▶ **What is expected**: Check each line of the material for the string "Daly", and copy the lines that have it.

▶ **Given records**:
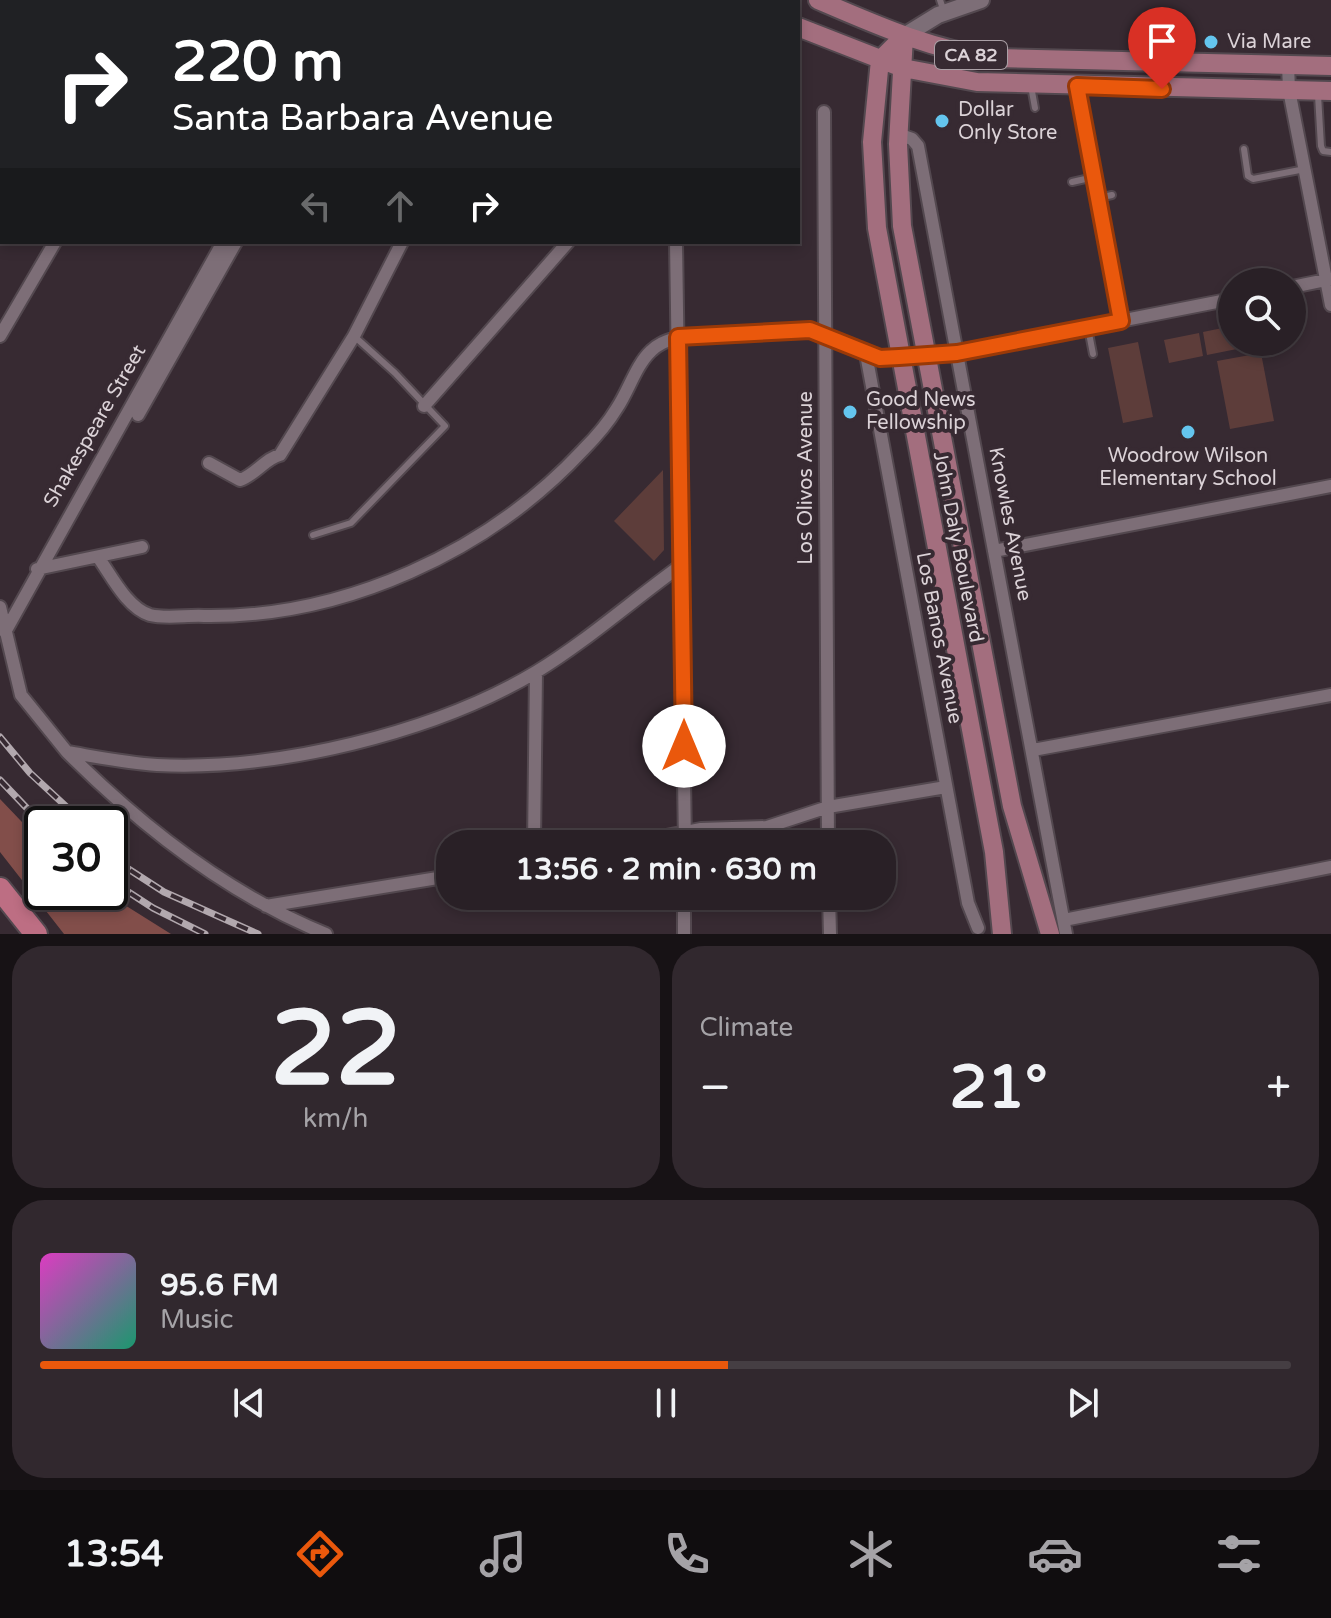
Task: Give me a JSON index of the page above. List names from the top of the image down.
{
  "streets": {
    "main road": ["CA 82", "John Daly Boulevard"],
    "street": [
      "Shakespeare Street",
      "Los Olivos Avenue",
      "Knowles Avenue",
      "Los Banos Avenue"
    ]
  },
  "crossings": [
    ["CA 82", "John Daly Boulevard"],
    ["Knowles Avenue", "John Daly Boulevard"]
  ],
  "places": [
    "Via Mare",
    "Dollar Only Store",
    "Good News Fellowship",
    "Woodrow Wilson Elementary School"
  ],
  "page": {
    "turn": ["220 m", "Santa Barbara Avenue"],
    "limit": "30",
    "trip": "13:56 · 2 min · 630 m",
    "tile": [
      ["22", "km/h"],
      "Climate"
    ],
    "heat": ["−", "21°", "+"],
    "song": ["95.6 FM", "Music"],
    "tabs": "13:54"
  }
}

▶ **Solved exercise**:
    "main road": ["CA 82", "John Daly Boulevard"],
    ["CA 82", "John Daly Boulevard"],
    ["Knowles Avenue", "John Daly Boulevard"]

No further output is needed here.